A dispute over the ownership of stand-up paddling is damaging the sport's chances of featuring at Paris 2024 and needs to be resolved soon if the discipline is to be included on the Olympic programme, according to the head of the Association of Paddlesurf Professionals (APP).
APP chief executive Tristan Boxford told insidethegames that it would be a "shame to miss out on such a great opportunity because of in-fighting" as the row between the International Surfing Association (ISA) and International Canoe Federation (ICF) heads to the Court of Arbitration for Sport (CAS).
Boxford said the APP, which has backed the ISA as the true governing body for SUP and organises an annual world tour in the discipline, was "watching closely" to see the result of the arbitration.
The former professional windsurfer claimed representatives of the International Olympic Committee (IOC) "love" the sport and had expressed excitement about SUP owing to its youthful appeal.
"They think it is right for the direction the Olympics are going but they just want a resolution," Boxford said.
Boxford remains hopeful that SUP will be included at Paris 2024 – it could yet be added as a new discipline by the IOC – but warned the dispute needs to be settled sooner rather than later.

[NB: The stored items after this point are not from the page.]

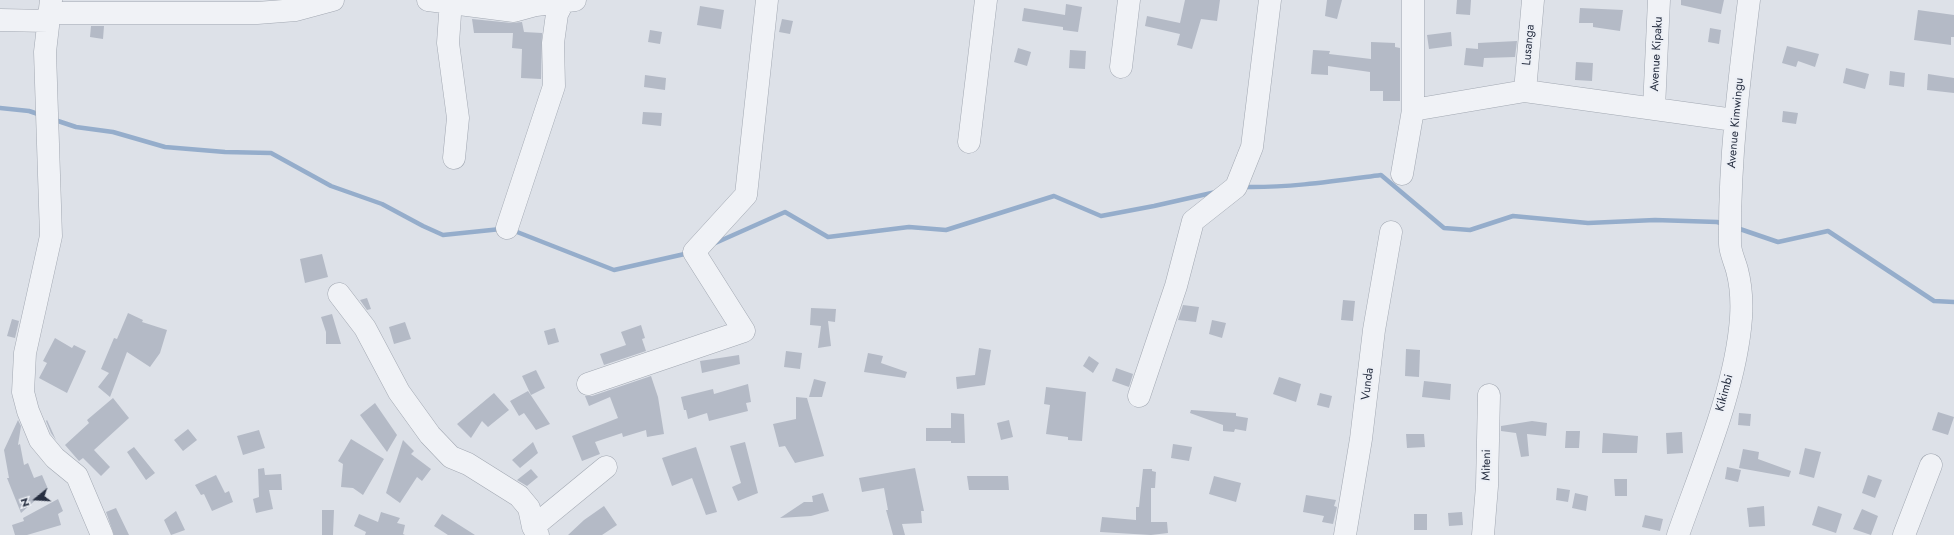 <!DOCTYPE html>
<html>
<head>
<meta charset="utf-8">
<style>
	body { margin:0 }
	#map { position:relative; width:1954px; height:535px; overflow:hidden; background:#dde1e8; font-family:Jost,sans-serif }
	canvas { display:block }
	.north { position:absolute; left:16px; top:479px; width:40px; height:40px; -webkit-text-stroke:3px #edf0f6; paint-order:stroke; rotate:252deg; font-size:11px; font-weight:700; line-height:16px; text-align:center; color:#262e40 }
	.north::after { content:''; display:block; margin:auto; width:14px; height:18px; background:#262e40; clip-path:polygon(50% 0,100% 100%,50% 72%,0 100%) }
</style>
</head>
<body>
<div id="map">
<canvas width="1954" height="535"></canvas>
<div class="north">N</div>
</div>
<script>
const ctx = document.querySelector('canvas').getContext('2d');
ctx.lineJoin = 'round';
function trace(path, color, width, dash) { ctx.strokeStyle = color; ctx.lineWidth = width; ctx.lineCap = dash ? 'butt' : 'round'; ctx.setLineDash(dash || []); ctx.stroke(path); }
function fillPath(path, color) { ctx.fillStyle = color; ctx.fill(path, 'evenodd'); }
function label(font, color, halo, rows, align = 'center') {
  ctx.font = font + ' Jost,sans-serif'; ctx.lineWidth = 4; ctx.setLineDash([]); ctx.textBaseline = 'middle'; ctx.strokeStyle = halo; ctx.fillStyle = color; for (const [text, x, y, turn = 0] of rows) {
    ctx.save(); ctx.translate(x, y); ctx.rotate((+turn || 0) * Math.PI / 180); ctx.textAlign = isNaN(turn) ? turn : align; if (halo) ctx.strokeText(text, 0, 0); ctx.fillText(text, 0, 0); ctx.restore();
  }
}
const stream = new Path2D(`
	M0 108 29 111 41 115
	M52 119 76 127 113 132 165 147 225 152 271 153 331 186 382 204 423 226 443 235 501 229
	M1243 187C1289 188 1335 181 1381 175L1444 228 1470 230 1513 216 1588 223 1655 220 1717 222 1724 224
	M1737 228 1778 242 1828 231 1934 301 1954 302
	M512 230 614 270 689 253
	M713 244 785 212 828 237 909 227 946 230 1054 196 1101 216 1154 206 1216 192`);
const building = new Path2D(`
	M1185 0H1220L1217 21 1201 19 1192 49 1177 45 1180 34 1145 26 1147 16 1180 23Z
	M1327 0H1342L1337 19 1325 16Z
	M1457 0H1471L1470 15 1456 14Z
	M1681 0H1724L1721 14 1681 5Z
	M1066 4 1082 7 1078 32 1063 30V27L1022 21 1024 8 1065 15Z
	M700 6 724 10 721 29 697 25Z
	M1580 8 1623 10 1620 31 1593 27V23H1579Z
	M1918 10 1954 15V37H1951V45L1914 40Z
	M472 19 512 23 522 22 524 32 542 33 541 79 521 78 522 49 512 48 513 33H474Z
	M782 19 793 21 790 34 779 32Z
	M91 26H104L103 39 90 37Z
	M1710 28 1721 30 1719 44 1708 42Z
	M650 30 662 32 660 44 648 42Z
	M1451 32 1452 46 1429 49 1427 35Z
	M1517 41 1515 57 1484 58 1483 67 1464 65 1466 48 1478 49V43Z
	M1371 42 1395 43V47L1400 48V101H1383V91H1370V72L1328 66V75L1311 74 1313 50 1330 51 1329 54 1371 59Z
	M1787 46 1819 54 1815 67 1798 61 1796 67 1782 63Z
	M1018 48 1031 52 1027 66 1014 62Z
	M1070 50 1086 51 1085 69 1069 68Z
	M1576 62 1593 63 1592 81 1575 80Z
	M1846 68 1869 74 1865 89 1843 83Z
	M1890 71 1905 73 1904 87 1889 85Z
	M1928 74 1954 78V93L1927 90Z
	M645 75 666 78 665 90 644 87Z
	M1783 111 1798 113 1796 124 1782 122Z
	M643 112 662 113 661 126 642 124Z
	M322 254 328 277 305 283 300 259Z
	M367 298 371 309 367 310 360 300Z
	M1343 300 1355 301 1353 321 1341 320Z
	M1183 305 1199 307 1196 322 1178 320Z
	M811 308 836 309 835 322 828 321 831 346 818 348 821 326 810 325Z
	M128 313 143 320 142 322 167 330 160 353 150 367 127 352 110 397 98 387 109 373 101 369 114 338 117 339Z
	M332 314 341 344H326V332L321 317Z
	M12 319 19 321 15 338 7 336Z
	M1212 320 1226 323 1222 338 1209 334Z
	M405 322 411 339 394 344 389 327Z
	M641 325 645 338 642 339 646 351 604 365 600 354 626 345 621 332Z
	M555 328 559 342 548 345 544 331Z
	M55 338 72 348 74 345 86 351 67 393 39 378 47 363 43 361Z
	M979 348 991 350 985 385 957 389 956 377 975 375Z
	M1406 349 1420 350 1419 377 1405 376Z
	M786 351 802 353 800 369 784 367Z
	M868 353 883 356 881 363 907 372 905 378 864 372Z
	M739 355 740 364 702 373 700 361Z
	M1089 356 1099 363 1093 373 1083 366Z
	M1116 368 1133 374 1129 387 1112 381Z
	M536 370 545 388 531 395 522 376Z
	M651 376 658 397 664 434 647 437 646 430 623 437 622 433 595 442 600 454 582 461 572 436 618 418 610 397 589 406 585 396H592Z
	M1279 377 1301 384 1296 402 1273 394Z
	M814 379 826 382 822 397H809Z
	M1424 381 1451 384 1450 400 1422 397Z
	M748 384 751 402 746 403 748 411 709 421 707 413 688 419 686 410H684L681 397 713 389 714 394Z
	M1046 387 1086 392 1082 441 1068 440V437L1046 434 1050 405 1044 404Z
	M528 391 550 424 536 430 524 413 519 416 510 401Z
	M494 393 509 410 488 427 482 421 471 438 457 424Z
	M1320 393 1332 396 1329 408 1317 405Z
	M796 397 807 398 824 456 795 463 785 446 779 447 773 424 796 419Z
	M113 398 129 418 94 450 110 467 101 476 83 458 79 461 65 445 89 423 87 420Z
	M375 403 397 435 387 452 360 415Z
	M1191 410 1236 413V416L1248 418 1246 431 1235 429 1234 432 1223 431V425L1190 413Z
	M1938 412 1954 417 1948 435 1932 430Z
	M951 413 964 414 965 443H951V441H926V428H951Z
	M1739 413 1751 414 1750 426 1738 425Z
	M18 420 21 426 18 445 20 444 24 465 28 463 34 478 42 475 48 489 21 513 7 478H9L4 450Z
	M47 420 56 440 51 433 46 421Z
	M1009 420 1013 437 1001 440 997 423Z
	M1532 421 1547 423 1546 436 1527 434 1529 456 1521 457 1516 433 1501 431V426Z
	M188 429 197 440 183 451 174 440Z
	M259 430 265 448 243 455 237 436Z
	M1566 431H1580L1579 448H1565Z
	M1682 432 1683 453 1667 454 1666 433Z
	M1603 433 1638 436 1637 453H1602Z
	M1406 434H1424L1425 447 1407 448Z
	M351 439 384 459 363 495 353 488 341 487 343 464 338 461Z
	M403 440 414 451 411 454 431 469 422 481 417 477 400 503 386 493Z
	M533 442 538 453 520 468 512 460Z
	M745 442 758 493 738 501 732 487 741 483 730 446Z
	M1173 444 1192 447 1189 461 1171 458Z
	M134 447 155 473 146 480 127 452Z
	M696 447 717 512 706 515 692 478 672 486 662 458Z
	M1805 448 1821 452 1814 478 1799 474Z
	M1743 449 1759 452 1758 459 1791 471 1789 477 1739 468Z
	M1727 467 1741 470 1738 482 1725 479Z
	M264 468 265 475 281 474 282 490H269L273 509 256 513 253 499 259 497 258 469Z
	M915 468 924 511H921L922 523 902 524 905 535H893L886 510H888L884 488 862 492 859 478Z
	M531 469 538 477 527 486 517 480Z
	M1143 469H1152V471L1156 472 1155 488H1151V522H1167L1168 533 1151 535 1100 532 1102 517 1136 520V507H1139Z
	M216 475 225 493 229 491 233 502 212 511 204 494 201 495 195 485Z
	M1868 475 1882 480 1875 498 1862 493Z
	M967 476H1008L1009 490H969Z
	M1214 476 1241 483 1236 502 1209 494Z
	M1614 479H1627V496H1615Z
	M1557 488 1570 490 1568 502 1556 500Z
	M823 493 829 511 811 516 780 518 804 502H813L812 496Z
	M1575 493 1588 496 1586 511 1572 508Z
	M1306 495 1336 500 1334 506 1337 507 1333 524 1322 522 1324 516 1303 512Z
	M58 499 63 511 58 514 61 525 27 535H15L12 525 24 521 23 518Z
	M604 506 617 525 602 535H568L584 520Z
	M1764 506 1765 526 1749 527 1747 508Z
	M1818 506 1842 514 1836 533 1812 525Z
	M116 508 129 535H114L106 512Z
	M1862 509 1878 516 1871 535 1853 529Z
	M322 510H334L333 535H322Z
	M176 511 185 530 171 535 164 520Z
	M381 512 400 518 397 523 405 525 403 534 405 535H365L366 532 354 526 359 514 378 522Z
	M1462 512 1463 525 1449 526 1448 513Z
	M442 514 475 535H448L434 526Z
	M1414 514H1427V530H1414Z
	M1645 515 1663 519 1660 531 1642 527Z`);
const minor = new Path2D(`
	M51 0 45 52 51 236 25 353 23 392 28 411 40 440 55 458 77 476 102 535
	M428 0 514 11 536 5 575 0
	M451 0 448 43 458 118 454 158
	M49 13H257L296 10 333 0
	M0 20 48 21
	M1121 67 1129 0
	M1525 91 1533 0
	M1654 108 1659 0
	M1413 110 1525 91 1734 120
	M969 142 986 0
	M1402 174 1413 110V0
	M507 228 554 86 553 43 557 14 564 0
	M339 294 365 328 399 392 430 435 451 457 468 464 519 496 529 508 533 527 538 535
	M588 384 744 331 694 252 746 195 767 0
	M1139 396 1176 286 1193 221 1236 187 1252 147 1270 0
	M533 527 606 467
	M1345 535 1361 439 1374 330 1391 232
	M1483 535 1487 486 1489 395
	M1678 535C1701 469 1736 388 1741 318 1742 302 1741 285 1737 270 1735 262 1730 252 1730 244 1729 162 1739 81 1749 0
	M1904 535 1931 465`);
const streetNames = [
	["Lusanga",1529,45,-85],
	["Avenue Kipaku",1657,54,-87],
	["Avenue Kimwingu",1736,123,-85],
	["Vunda",1368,384,-83],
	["Kikimbi",1725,393,-75],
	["Miteni",1487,465,-89]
];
trace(stream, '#95adcb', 4.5);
fillPath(building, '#b4bac6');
trace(minor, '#a2a8b2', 23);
trace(minor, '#f0f2f6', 22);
label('12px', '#262e40', '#edf0f6', streetNames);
</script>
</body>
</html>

Both the ISA and ICF claim ownership of SUP and have not been able to reach an agreement.
The case will now be settled by the CAS, although an exact timeline is yet to be established.

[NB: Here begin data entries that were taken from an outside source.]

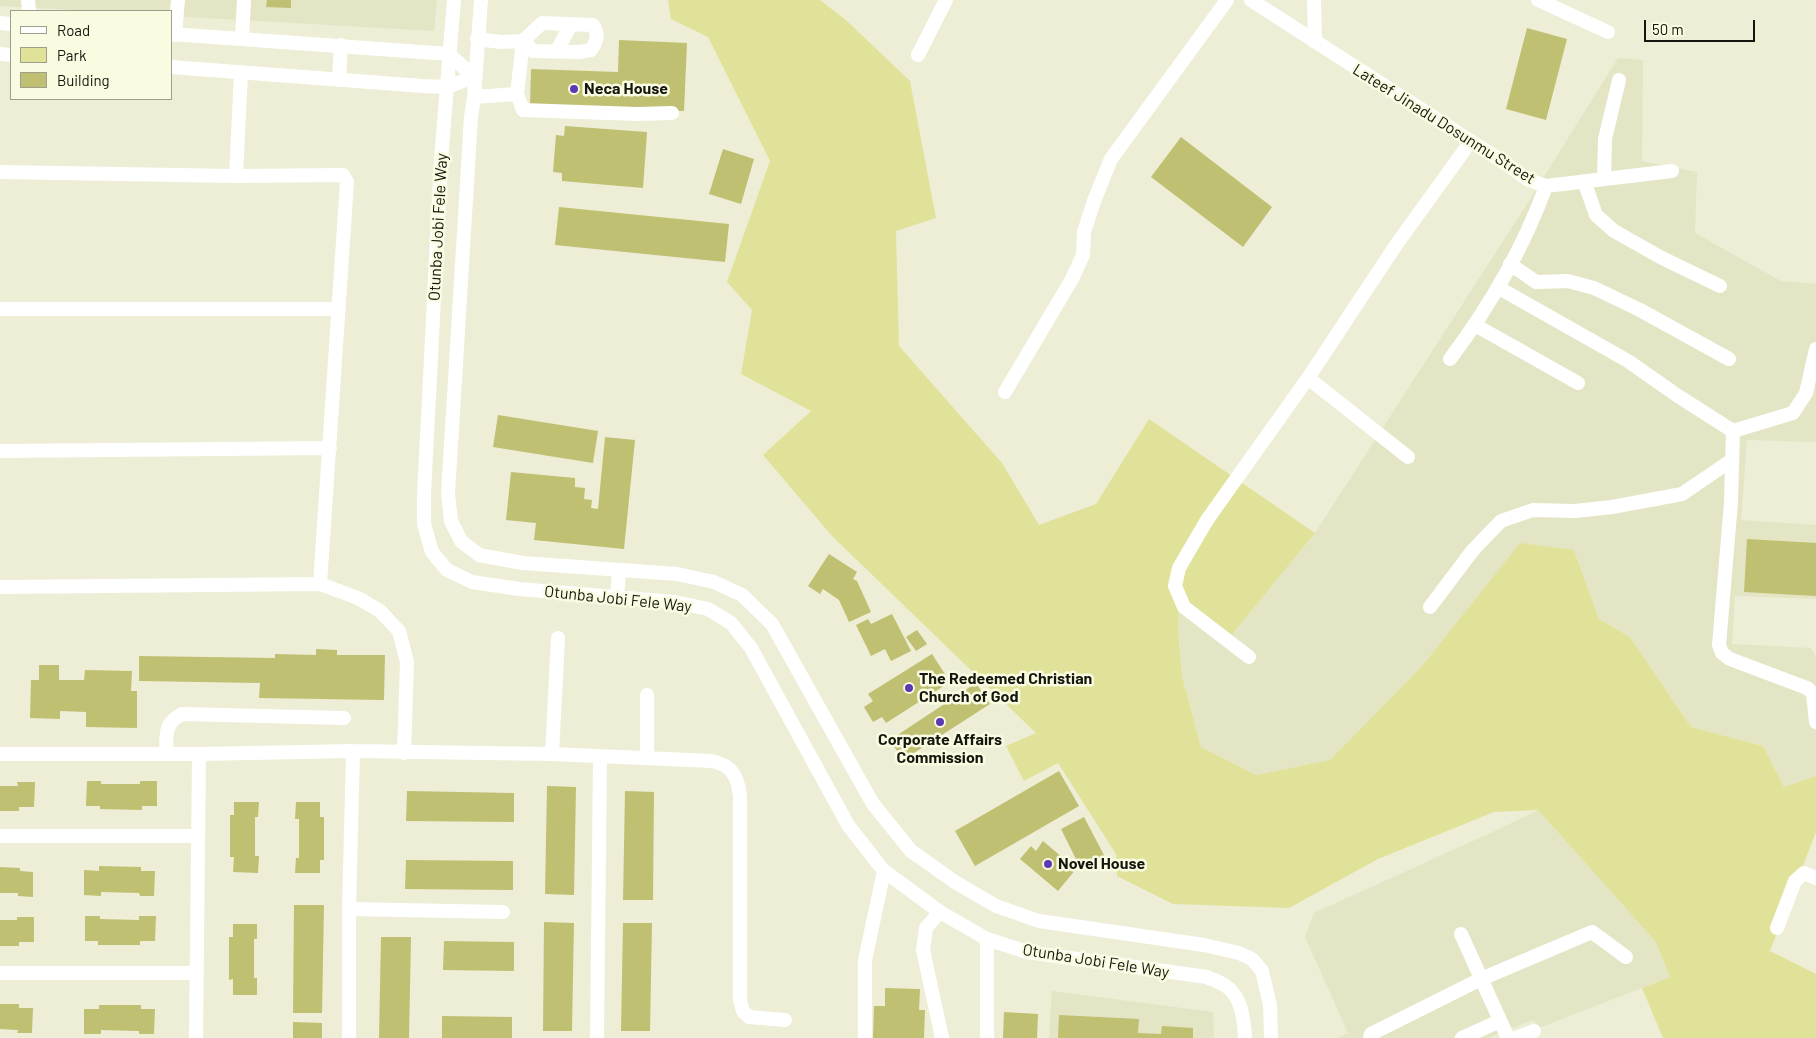 <!DOCTYPE html>
<style>
body{margin:0}
#map{position:relative;width:1816px;height:1038px;overflow:hidden;background:#edeed5;font-family:Barlow,sans-serif}
canvas{display:block}
.legend{position:absolute;left:10px;top:10px;width:162px;height:90px;box-sizing:border-box;background:#fafce2;border:1px solid #9ea08d;margin:0;padding:6px 9px;list-style:none;font-size:15px;color:#15160d}
.legend li{display:flex;align-items:center;gap:10px;height:25px}
.legend b{width:25px;border:1px solid #9ea08d}
.scale{position:absolute;left:1644px;top:20px;width:111px;height:22px;box-sizing:border-box;border:2px solid #15160d;border-top:0;padding-left:6px;font-size:15px;line-height:18px;white-space:nowrap;color:#15160d;-webkit-text-stroke:4px #fafce2;paint-order:stroke}
</style>
<div id="map">
<canvas width="1816" height="1038"></canvas>
<ul class="legend">
<li><b style="height:6px;background:#fff"></b>Road</li>
<li><b style="height:14px;background:#e1e29a"></b>Park</li>
<li><b style="height:14px;background:#bfc071"></b>Building</li>
</ul>
<div class="scale">50 m</div>
</div>
<script>
const context = document.querySelector('canvas').getContext('2d');
context.lineJoin = 'round';
function fillPath(path, color) { context.fillStyle = color; context.fill(path, 'evenodd'); }
function trace(path, color, width, dash) { context.strokeStyle = color; context.lineWidth = width; context.lineCap = dash ? 'butt' : 'round'; context.setLineDash(dash || []); context.stroke(path); }
function label(font, color, halo, rows, align = 'center') {
  context.font = font + ' Barlow,sans-serif'; context.lineWidth = 5; context.setLineDash([]); context.textBaseline = 'middle'; context.strokeStyle = halo; context.fillStyle = color; for (const [text, x, y, turn = 0] of rows) {
    context.save(); context.translate(x, y); context.rotate((+turn || 0) * Math.PI / 180); context.textAlign = isNaN(turn) ? turn : align; if (halo) context.strokeText(text, 0, 0); context.fillText(text, 0, 0); context.restore();
  }
}
fillPath(new Path2D(`
 M0 0H437L434 31 171 16V11H95L0 6Z
 M1618 58 1643 60 1642 161 1697 172 1695 233 1781 281 1816 284V442L1747 440 1741 520 1816 525V599L1735 596 1732 644 1811 648 1816 657V776L1784 787 1763 746 1691 727 1630 637 1599 619 1574 550 1423 665 1330 760 1256 775 1201 747 1182 676 1178 629 1179 607 1225 643 1315 533 1525 207Z
 M1538 810 1656 942 1670 977 1539 1028 1533 1020 1489 1038H1337L1348 1033 1305 937 1314 913 1497 830Z
 M1052 991 1213 1012 1214 1038H1049Z`), '#e4e5c4');
fillPath(new Path2D(`
 M668 0H820L847 21 910 81 936 218 896 231 899 346 1002 463 1039 525 1096 504 1149 419 1315 533 1225 643 1179 608 1178 629 1182 676 1201 747 1256 775 1330 760 1423 665 1520 543 1574 550 1599 619 1630 637 1691 727 1763 746 1784 787 1816 776V832L1770 951 1816 974V1038H1663L1642 988 1670 977 1656 942 1538 810 1494 812 1378 859 1289 908 1173 904 1117 876 1116 854 1058 763 1024 781 1006 746 1036 733 832 536 763 455 811 411 741 374 752 310 727 282 770 161 708 37 671 19Z`), '#e1e29a');
fillPath(new Path2D(`
 M267 0H291V8L266 7Z
 M1527 28 1567 39 1546 120 1506 109Z
 M619 40 687 43 684 111 530 105 531 69 618 72Z
 M565 126 647 132 643 188 562 181V173L553 172 556 135 564 136Z
 M1181 137 1272 207 1243 247 1151 177Z
 M723 149 754 159 741 204 709 194Z
 M559 207 729 224 725 262 555 245Z
 M498 415 598 431 593 463 493 447Z
 M605 437 635 440 624 549 534 540 536 523 506 520 511 472 575 478V487L585 488 584 499 592 500 591 508 598 509Z
 M1747 539 1816 543V596L1744 592Z
 M829 554 857 572 853 579 857 581 871 612 849 622 839 600 823 589 820 594 808 586Z
 M892 614 911 651 891 661 885 649 871 656 856 625 868 619 871 624Z
 M917 630 927 644 916 651 906 637Z
 M316 649 337 650V655H385L384 700 259 698 260 683 139 681V656L275 658V654L316 655Z
 M932 654 950 682 886 723 882 717 873 722 864 707 873 701 868 694Z
 M39 665H59V680H84L85 670 132 671 131 691H137V728L86 727V712L60 711V719L30 718 31 680H39Z
 M976 683 990 704 903 760 890 740Z
 M1059 771 1079 806 975 866 955 831Z
 M87 781H101V784H140V781H157V806H142V810L100 809V806H86Z
 M17 782H35L34 807H19V811H0V786H18Z
 M547 786 576 787 574 895 545 894Z
 M407 791 514 793V822L406 821Z
 M625 791 654 792 653 900H623Z
 M234 802H259L258 817H255V856H259L258 873 233 872 234 857H230V815H234Z
 M296 802H320V817H324V860H320V873H295L296 858H299V819H295Z
 M1084 817 1105 857 1081 869 1061 829Z
 M1043 841 1076 869 1058 891 1020 859 1031 846 1036 851Z
 M406 860 513 861V890L405 889Z
 M99 866 141 867V871H155L154 896H140L139 893 101 892V896L84 895V870L99 871Z
 M0 867 20 868V871L33 872V897L18 896V893H0Z
 M294 905H324L322 1013H293Z
 M85 916H100V919L139 920V916H156L155 941H140V945H98V941H85Z
 M17 917H34V942H19V946H0V920H17Z
 M544 922 574 923 572 1031H543Z
 M623 923H652L650 1031H621Z
 M233 924H257V939H254V978H257V995H233V979L229 980V937H233Z
 M381 937H411L409 1038H379Z
 M444 941 514 942V971L443 970Z
 M885 988 920 989 919 1010H925L924 1038H873L874 1006H885Z
 M0 1004H19V1008H33L32 1033H17L18 1030 0 1029Z
 M99 1005H141V1009H155L154 1034H139V1031L101 1030V1034H84V1009H99Z
 M1004 1012 1038 1014 1037 1038H1003Z
 M1059 1015 1139 1019 1138 1033 1161 1034 1162 1026 1193 1028V1038H1058Z
 M442 1016 512 1017V1038H442Z
 M293 1022 322 1023V1038H293Z`), '#bfc071');
trace(new Path2D(`
 M28 0 29 11
 M454 0 441 160 424 495V524L432 552 447 570 472 582 519 589 675 602 708 609 731 623 751 648 848 825 884 871 940 912 987 939 1027 952 1207 977C1213 980 1220 982 1226 986 1242 997 1244 1020 1245 1038
 M481 0 474 97 471 117 448 494 451 521 461 541 479 555 523 563 677 574 714 582 742 595 772 624 873 804 911 851 955 882 996 906 1039 921 1204 945 1239 953 1252 959 1262 971 1270 1005 1271 1038
 M1251 0 1500 160 1529 180 1546 186 1672 171
 M1314 0 1315 42
 M1538 0 1608 32
 M0 23 11 24
 M171 34 449 54 474 77
 M175 35 178 0
 M242 39 244 0
 M477 39 501 42 523 41 542 23 593 25C599 34 597 41 591 50L579 52 533 51 523 41 517 94
 M557 51 571 24
 M0 54 11 55
 M918 55 946 0
 M171 67 423 86 447 87 474 77
 M339 80 341 45
 M474 97 517 94 523 110 637 114 672 113
 M0 172 236 176 343 175 347 182 320 584
 M236 176 241 73
 M1604 179 1605 139 1619 80
 M1584 181 1596 215 1614 231 1662 258 1720 286
 M1510 264 1536 282 1568 281 1594 288 1640 310 1729 359
 M1499 288 1628 361 1678 396 1733 431 1793 413 1806 393 1816 349
 M0 309H339
 M1475 325 1578 383
 M1450 359C1490 306 1523 249 1546 186
 M1308 378 1408 457
 M1005 392 1072 279 1083 255 1084 232 1094 201 1111 159 1227 0
 M1733 431 1731 502 1719 645 1722 653 1730 659 1807 688 1813 693 1816 722
 M0 451 330 448
 M0 587 320 584 358 598 380 611 399 631 407 662 404 753
 M617 598 619 571
 M1430 607 1473 550 1501 521 1533 510 1575 511 1612 507 1682 494 1732 460
 M1249 657 1184 607 1175 586 1179 568 1207 520 1308 378 1396 245 1471 141
 M0 754H199L353 751 552 754 712 761C732 765 738 777 740 796V1000L743 1011 749 1017 785 1020
 M166 754C167 735 163 724 182 714L344 718
 M552 754 558 638
 M647 758V695
 M0 836H197
 M349 909 503 912
 M940 912 926 928 923 950 942 1038
 M1777 928 1795 881 1804 873 1816 878
 M1461 934 1508 1038
 M987 939V1038
 M0 973H196
 M196 1038 199 754
 M349 1038V909L353 751
 M597 1038 600 756
 M865 1038V960L884 871
 M1370 1038 1371 1034 1481 979 1592 932 1626 957
 M1462 1038 1500 1021
 M1516 1038 1534 1031`), '#fff', 14);
for (const [x, y, r, color] of [
 [574,89,5,"#593ab2"],
 [909,688,5,"#593ab2"],
 [940,722,5,"#593ab2"],
 [1048,864,5,"#593ab2"]
]) { const dot = new Path2D(); dot.arc(x, y, r, 0, 2 * Math.PI); context.fillStyle = color; context.fill(dot); trace(dot, '#fafce2', 2); }
label('bold 16px', '#15160d', '#fafce2', [
 ["Neca House",584,89],
 ["The Redeemed Christian",919,679],
 ["Church of God",919,697],
 ["Corporate Affairs",940,740,"center"],
 ["Commission",940,758,"center"],
 ["Novel House",1058,864]
], 'left');
label('16px', '#15160d', '#fafce2', [
 ["Lateef Jinadu Dosunmu Street",1444,124,32],
 ["Otunba Jobi Fele Way",438,227,-87],
 ["Otunba Jobi Fele Way",618,599,6],
 ["Otunba Jobi Fele Way",1096,961,9]
]);
</script>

"SUP has the youthful vibe the IOC is looking for," he said.
"Paris is an ideal venue as it is the second biggest market in the world.
"Its popularity is huge and it would be a shame to miss out on that because of in-fighting.
"It needs to get resolved quickly."
The ICF is due to host its own World Championships in the discipline in China later this year, which has further angered the ISA.
The ICF tried to host a SUP World Championships last year in Portugal but it was forced to cancel the event after the Portuguese Court of Arbitration for Sport ruled the country's national surfing body had exclusive control of the discipline.
Both organisations claim to have historic ties to SUP.
The discipline involves athletes standing on a board and using a paddle to move across the water – thus requiring elements of both canoeing and surfing.